Problem to work on:
Produce a copy of every line in the records that holds the string "service".
++++++++++++++++++++
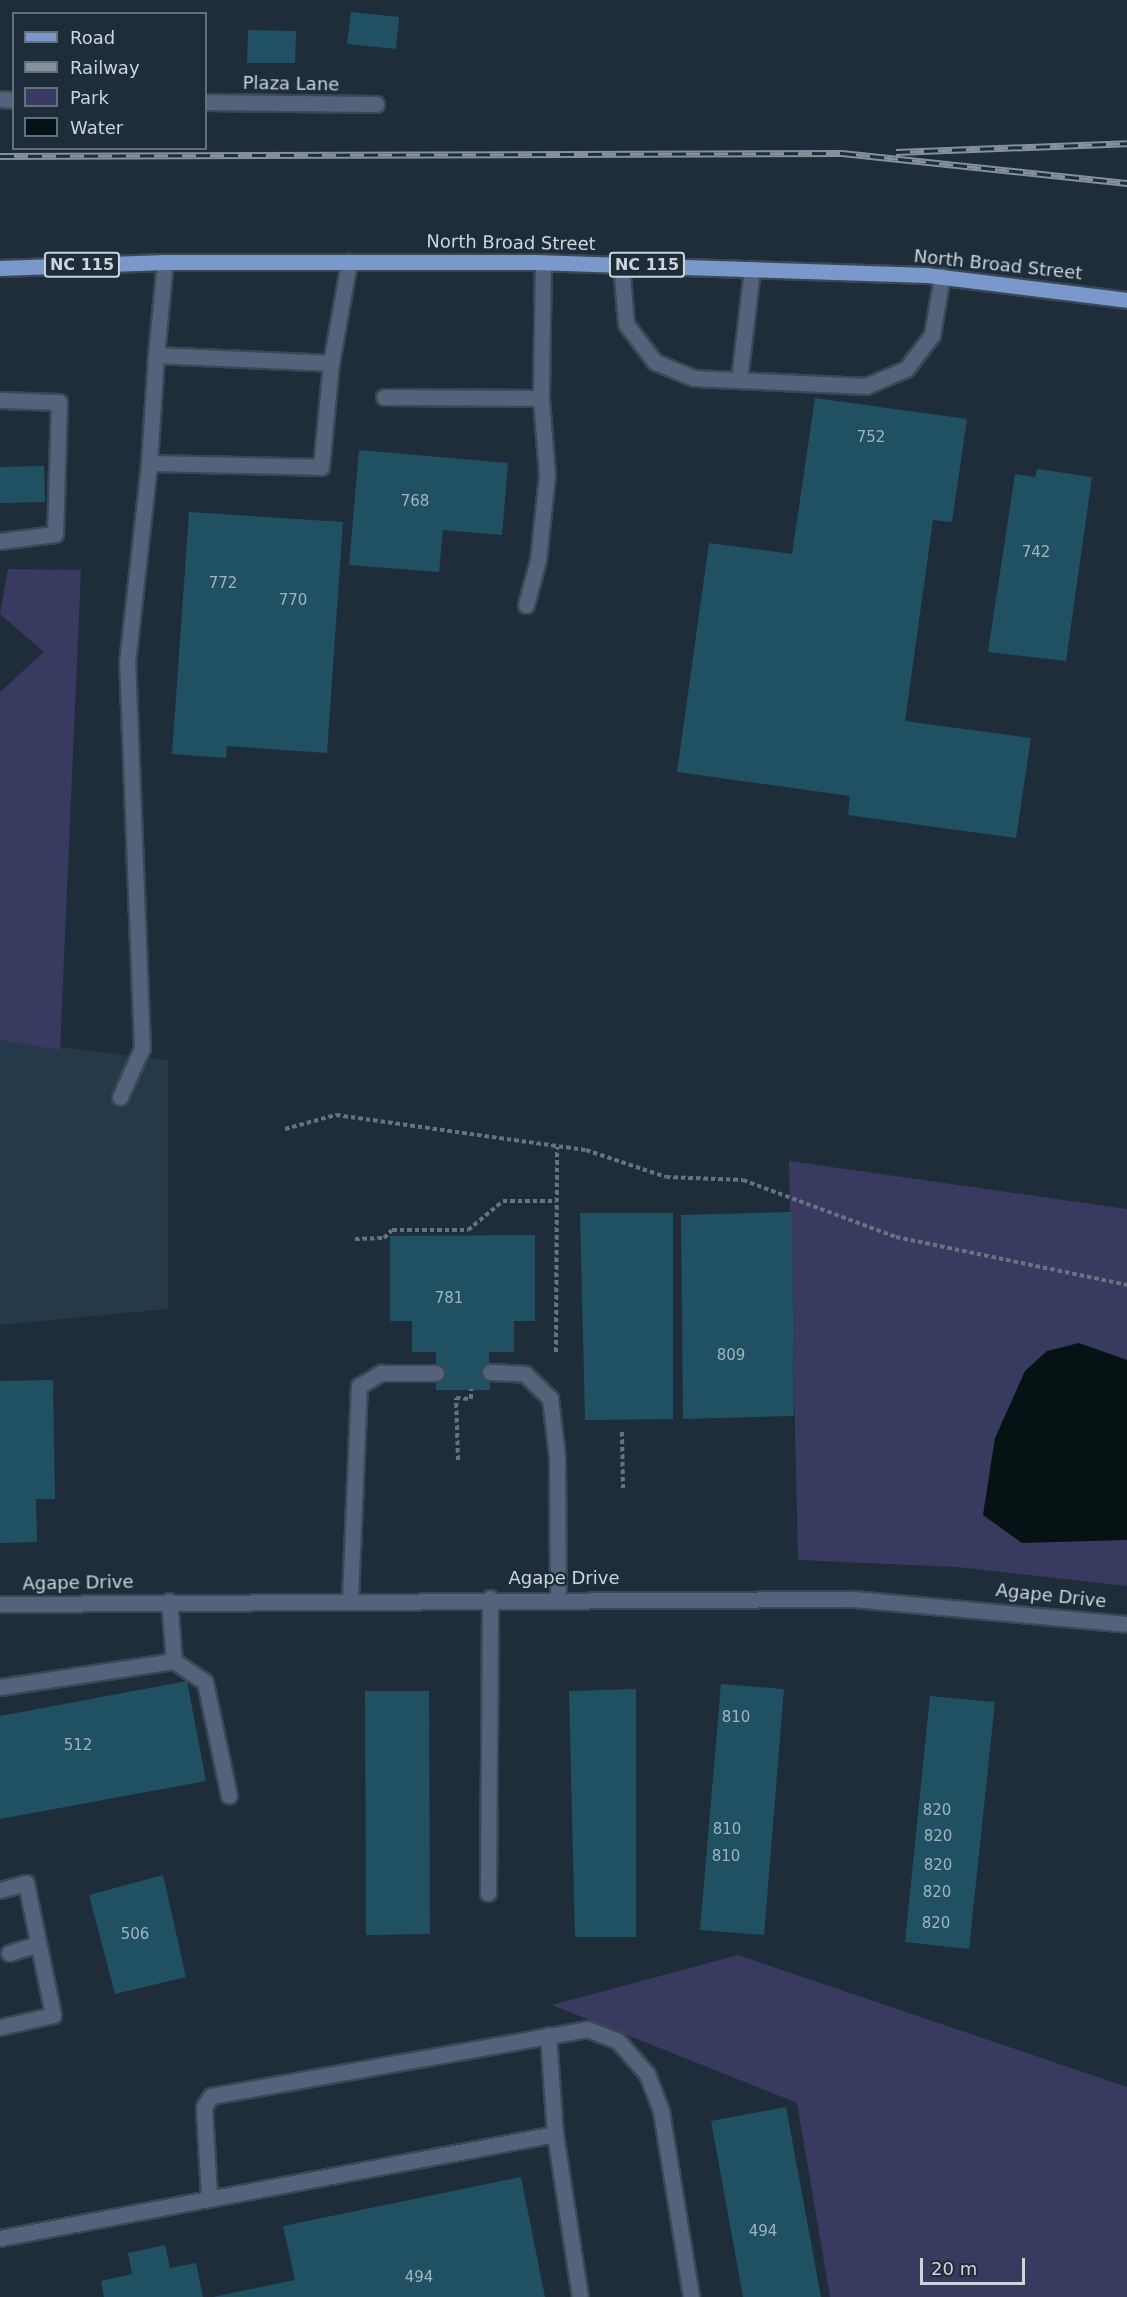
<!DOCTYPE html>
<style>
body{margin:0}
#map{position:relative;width:1127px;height:2297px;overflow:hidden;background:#1e2d39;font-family:"DejaVu Sans",sans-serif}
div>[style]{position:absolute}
.built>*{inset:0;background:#253949}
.green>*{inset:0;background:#383a60}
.water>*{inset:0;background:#051314}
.building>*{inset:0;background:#205162}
.path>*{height:4px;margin-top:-2px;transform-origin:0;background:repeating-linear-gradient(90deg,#67747d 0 4.5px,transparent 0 7.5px)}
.roads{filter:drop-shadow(2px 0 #3a4853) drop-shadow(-2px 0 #3a4853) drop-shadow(0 2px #3a4853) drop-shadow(0 -2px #3a4853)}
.service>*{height:15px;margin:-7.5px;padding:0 7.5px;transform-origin:7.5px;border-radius:7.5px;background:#54627c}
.minor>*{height:15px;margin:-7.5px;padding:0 7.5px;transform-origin:7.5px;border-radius:7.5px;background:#54627c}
.primary>*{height:15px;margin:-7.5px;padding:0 7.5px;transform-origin:7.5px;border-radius:7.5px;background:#7b98cc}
.rail>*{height:7px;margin-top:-3.5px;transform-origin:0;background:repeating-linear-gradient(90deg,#1e2d39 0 14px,#86919a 0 28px);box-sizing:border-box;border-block:2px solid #86919a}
span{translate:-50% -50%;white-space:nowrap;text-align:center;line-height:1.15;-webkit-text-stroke:5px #1e2d39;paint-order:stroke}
.number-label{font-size:15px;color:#a1b4be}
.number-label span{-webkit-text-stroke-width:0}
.shield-label span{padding:2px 4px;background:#1e2d39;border:2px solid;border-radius:4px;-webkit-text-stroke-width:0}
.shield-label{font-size:16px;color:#ccd5dc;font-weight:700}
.street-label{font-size:18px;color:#ccd5dc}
.legend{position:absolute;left:12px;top:12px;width:195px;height:138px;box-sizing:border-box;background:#1e2d39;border:2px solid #64707a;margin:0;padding:8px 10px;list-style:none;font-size:18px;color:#ccd5dc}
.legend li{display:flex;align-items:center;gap:12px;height:30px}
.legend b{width:30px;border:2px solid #64707a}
.scale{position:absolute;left:920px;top:2258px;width:105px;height:27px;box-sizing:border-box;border:3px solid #ccd5dc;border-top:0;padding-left:8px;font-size:18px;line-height:21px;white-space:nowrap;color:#ccd5dc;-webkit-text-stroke:4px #1e2d39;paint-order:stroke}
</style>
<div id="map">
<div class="built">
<div style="clip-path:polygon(0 1040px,168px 1060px,168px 1309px,0 1325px)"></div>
</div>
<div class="green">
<div style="clip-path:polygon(8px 569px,81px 570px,60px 1050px,0 1040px,0 692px,44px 652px,0 614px)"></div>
<div style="clip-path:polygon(789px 1161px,1127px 1209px,1127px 1586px,957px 1567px,798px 1560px)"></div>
<div style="clip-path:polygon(738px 1955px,1127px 2087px,1127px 2297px,830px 2297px,797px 2103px,552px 2005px)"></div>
</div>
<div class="water">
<div style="clip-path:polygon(1079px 1343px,1127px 1360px,1127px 1540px,1022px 1543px,983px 1515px,995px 1438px,1025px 1371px,1047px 1351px)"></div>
</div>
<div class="building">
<div style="clip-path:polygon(351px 12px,399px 17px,396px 49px,347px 44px)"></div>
<div style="clip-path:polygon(248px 30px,296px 31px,295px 63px,247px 63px)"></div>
<div style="clip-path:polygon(815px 398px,967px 419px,952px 522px,933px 520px,905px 721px,1031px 738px,1016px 838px,848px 815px,850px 796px,677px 772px,709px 543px,792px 554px)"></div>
<div style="clip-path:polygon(359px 450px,508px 463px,502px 535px,443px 530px,439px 572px,349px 565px)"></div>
<div style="clip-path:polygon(44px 466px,45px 502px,0 503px,0 467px)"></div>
<div style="clip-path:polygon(1037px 469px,1092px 477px,1066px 661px,988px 652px,1015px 474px,1035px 477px)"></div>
<div style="clip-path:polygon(189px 512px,343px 522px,327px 753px,227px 746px,226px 758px,172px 754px)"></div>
<div style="clip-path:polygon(792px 1212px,794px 1416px,683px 1419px,681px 1215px)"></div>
<div style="clip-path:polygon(580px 1213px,673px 1213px,673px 1419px,585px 1420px)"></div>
<div style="clip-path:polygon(535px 1235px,535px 1321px,514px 1321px,514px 1352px,489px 1352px,490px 1390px,436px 1390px,436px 1352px,412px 1352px,412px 1321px,390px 1321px,390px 1236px)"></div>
<div style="clip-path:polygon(53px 1380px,55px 1499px,36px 1499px,37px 1542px,0 1543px,0 1381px)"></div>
<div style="clip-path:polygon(187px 1681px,206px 1781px,0 1819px,0 1716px)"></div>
<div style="clip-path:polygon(721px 1684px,784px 1689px,764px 1935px,700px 1930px)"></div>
<div style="clip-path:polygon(636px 1689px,636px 1937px,575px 1937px,569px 1691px)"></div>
<div style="clip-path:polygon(365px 1691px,429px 1691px,430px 1934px,366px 1935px)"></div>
<div style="clip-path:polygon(930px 1696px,995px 1702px,969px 1949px,905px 1942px)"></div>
<div style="clip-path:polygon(163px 1875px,186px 1977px,115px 1994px,89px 1895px)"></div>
<div style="clip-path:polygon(786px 2107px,821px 2297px,743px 2297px,711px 2121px)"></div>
<div style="clip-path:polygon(521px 2177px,545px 2297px,213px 2297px,295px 2280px,283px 2226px)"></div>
<div style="clip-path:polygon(165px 2245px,170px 2268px,196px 2263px,203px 2297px,104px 2297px,101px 2281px,132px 2274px,128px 2253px)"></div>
</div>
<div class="path">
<div style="left:285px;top:1129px;width:53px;rotate:-15.4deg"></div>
<div style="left:336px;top:1115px;width:252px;rotate:8deg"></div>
<div style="left:586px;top:1150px;width:84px;rotate:18.6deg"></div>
<div style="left:666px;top:1177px;width:77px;rotate:2.2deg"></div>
<div style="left:743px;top:1180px;width:163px;rotate:20.4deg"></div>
<div style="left:896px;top:1237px;width:236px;rotate:11.7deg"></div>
<div style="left:355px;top:1239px;width:29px;rotate:-2deg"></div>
<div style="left:384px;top:1238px;width:11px;rotate:-45deg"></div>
<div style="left:392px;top:1230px;width:76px"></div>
<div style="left:468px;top:1230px;width:45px;rotate:-39.6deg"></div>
<div style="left:503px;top:1201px;width:53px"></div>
<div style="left:556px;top:1352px;width:205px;rotate:-89.7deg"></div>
<div style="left:622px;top:1432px;width:56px;rotate:89deg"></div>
<div style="left:458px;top:1460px;width:62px;rotate:-91.8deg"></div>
<div style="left:456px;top:1398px;width:15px;rotate:4deg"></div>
<div style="left:471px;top:1399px;width:10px;rotate:-90deg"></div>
</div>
<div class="roads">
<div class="service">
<div style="left:621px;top:264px;width:60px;rotate:85.2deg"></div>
<div style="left:626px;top:324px;width:48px;rotate:52.7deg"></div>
<div style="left:655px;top:362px;width:42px;rotate:22.3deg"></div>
<div style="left:694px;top:378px;width:172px;rotate:2.7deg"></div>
<div style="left:866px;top:386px;width:43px;rotate:-23deg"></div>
<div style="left:906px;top:369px;width:43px;rotate:-52.6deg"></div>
<div style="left:932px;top:335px;width:60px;rotate:-80.4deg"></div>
<div style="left:156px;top:355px;width:93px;rotate:-84.5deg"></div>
<div style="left:331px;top:363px;width:103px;rotate:-79.9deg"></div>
<div style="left:739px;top:380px;width:112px;rotate:-83.3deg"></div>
<div style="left:384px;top:397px;width:157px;rotate:0.4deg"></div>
<div style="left:0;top:400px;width:59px;rotate:1.9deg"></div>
<div style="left:59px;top:402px;width:132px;rotate:91.7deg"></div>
<div style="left:55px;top:534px;width:55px;rotate:172.7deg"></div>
<div style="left:526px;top:605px;width:47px;rotate:-75.1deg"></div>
<div style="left:538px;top:560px;width:85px;rotate:-84deg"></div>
<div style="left:547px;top:475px;width:77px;rotate:-94.5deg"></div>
<div style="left:541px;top:398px;width:136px;rotate:-89.2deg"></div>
<div style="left:120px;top:1097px;width:54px;rotate:-65.8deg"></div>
<div style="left:142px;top:1048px;width:385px;rotate:-92.2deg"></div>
<div style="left:127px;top:663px;width:201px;rotate:-83.7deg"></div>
<div style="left:149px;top:463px;width:172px;rotate:1.3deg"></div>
<div style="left:321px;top:467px;width:104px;rotate:-84.5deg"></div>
<div style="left:331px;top:363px;width:175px;rotate:-177.4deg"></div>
<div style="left:156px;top:355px;width:108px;rotate:93.7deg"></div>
<div style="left:490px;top:1372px;width:35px;rotate:3deg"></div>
<div style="left:525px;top:1374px;width:35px;rotate:44deg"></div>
<div style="left:550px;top:1398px;width:59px;rotate:83.2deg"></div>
<div style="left:557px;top:1457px;width:141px;rotate:89.6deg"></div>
<div style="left:350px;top:1599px;width:213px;rotate:-87.6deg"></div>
<div style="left:359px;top:1386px;width:26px;rotate:-31deg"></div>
<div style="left:381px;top:1373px;width:55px"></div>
<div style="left:169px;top:1601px;width:60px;rotate:85.2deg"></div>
<div style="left:0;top:1687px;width:176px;rotate:-8.5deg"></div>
<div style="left:174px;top:1661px;width:37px;rotate:34deg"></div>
<div style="left:205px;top:1682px;width:116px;rotate:78.1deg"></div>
<div style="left:0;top:1890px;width:27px;rotate:-15deg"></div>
<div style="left:26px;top:1883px;width:135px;rotate:78.4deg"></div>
<div style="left:53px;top:2015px;width:54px;rotate:167.2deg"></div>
<div style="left:488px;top:1893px;width:295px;rotate:-89.6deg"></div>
<div style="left:9px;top:1953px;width:30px;rotate:-17deg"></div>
<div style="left:548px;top:2035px;width:99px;rotate:86deg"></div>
<div style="left:209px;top:2197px;width:90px;rotate:-93.2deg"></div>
<div style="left:204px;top:2107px;width:13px;rotate:-58deg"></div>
<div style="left:211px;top:2096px;width:382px;rotate:-10.1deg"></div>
<div style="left:587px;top:2029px;width:33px;rotate:21deg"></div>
<div style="left:618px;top:2041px;width:44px;rotate:48.7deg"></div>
<div style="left:647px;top:2074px;width:40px;rotate:69deg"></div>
<div style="left:661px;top:2111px;width:188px;rotate:80.8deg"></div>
<div style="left:0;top:2238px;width:565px;rotate:-10.61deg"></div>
<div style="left:555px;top:2134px;width:165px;rotate:81.3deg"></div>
</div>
<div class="minor">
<div style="left:0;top:99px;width:14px;rotate:4deg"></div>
<div style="left:206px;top:102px;width:170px;rotate:0.7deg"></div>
<div style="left:0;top:1604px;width:853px;rotate:-0.34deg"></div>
<div style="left:853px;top:1599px;width:275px;rotate:5.2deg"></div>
</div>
<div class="primary">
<div style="left:0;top:268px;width:165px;rotate:-2.1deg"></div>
<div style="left:165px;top:262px;width:369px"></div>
<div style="left:534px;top:262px;width:393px;rotate:1.9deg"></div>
<div style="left:927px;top:275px;width:202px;rotate:7.1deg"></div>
</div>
</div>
<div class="rail">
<div style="left:896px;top:152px;width:231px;rotate:-2.2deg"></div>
<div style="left:0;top:156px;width:842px;rotate:-0.2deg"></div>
<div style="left:842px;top:153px;width:287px;rotate:6deg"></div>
</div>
<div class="number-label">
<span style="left:871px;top:438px">752</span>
<span style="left:415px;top:502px">768</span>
<span style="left:1036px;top:553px">742</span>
<span style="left:223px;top:584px">772</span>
<span style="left:293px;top:601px">770</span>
<span style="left:449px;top:1299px">781</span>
<span style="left:731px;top:1356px">809</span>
<span style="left:736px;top:1718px">810</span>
<span style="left:78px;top:1746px">512</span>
<span style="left:937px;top:1811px">820</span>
<span style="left:727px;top:1830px">810</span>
<span style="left:938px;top:1837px">820</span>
<span style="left:726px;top:1857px">810</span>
<span style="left:938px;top:1866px">820</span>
<span style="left:937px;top:1893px">820</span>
<span style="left:936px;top:1924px">820</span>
<span style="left:135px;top:1935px">506</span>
<span style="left:763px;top:2232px">494</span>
<span style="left:419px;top:2278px">494</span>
</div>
<div class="shield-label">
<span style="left:82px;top:265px">NC 115</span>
<span style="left:647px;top:265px">NC 115</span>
</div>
<div class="street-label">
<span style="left:291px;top:84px;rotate:1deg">Plaza Lane</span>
<span style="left:511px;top:243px;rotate:1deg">North Broad Street</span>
<span style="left:998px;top:265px;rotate:6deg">North Broad Street</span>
<span style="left:564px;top:1578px">Agape Drive</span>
<span style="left:78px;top:1583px;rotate:-1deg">Agape Drive</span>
<span style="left:1051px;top:1596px;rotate:6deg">Agape Drive</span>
</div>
<ul class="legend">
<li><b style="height:8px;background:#7b98cc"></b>Road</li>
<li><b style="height:8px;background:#86919a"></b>Railway</li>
<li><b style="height:16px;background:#383a60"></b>Park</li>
<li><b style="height:16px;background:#051314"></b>Water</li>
</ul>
<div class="scale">20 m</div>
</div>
++++++++++++++++++++
Answer section:
.service>*{height:15px;margin:-7.5px;padding:0 7.5px;transform-origin:7.5px;border-radius:7.5px;background:#54627c}
<div class="service">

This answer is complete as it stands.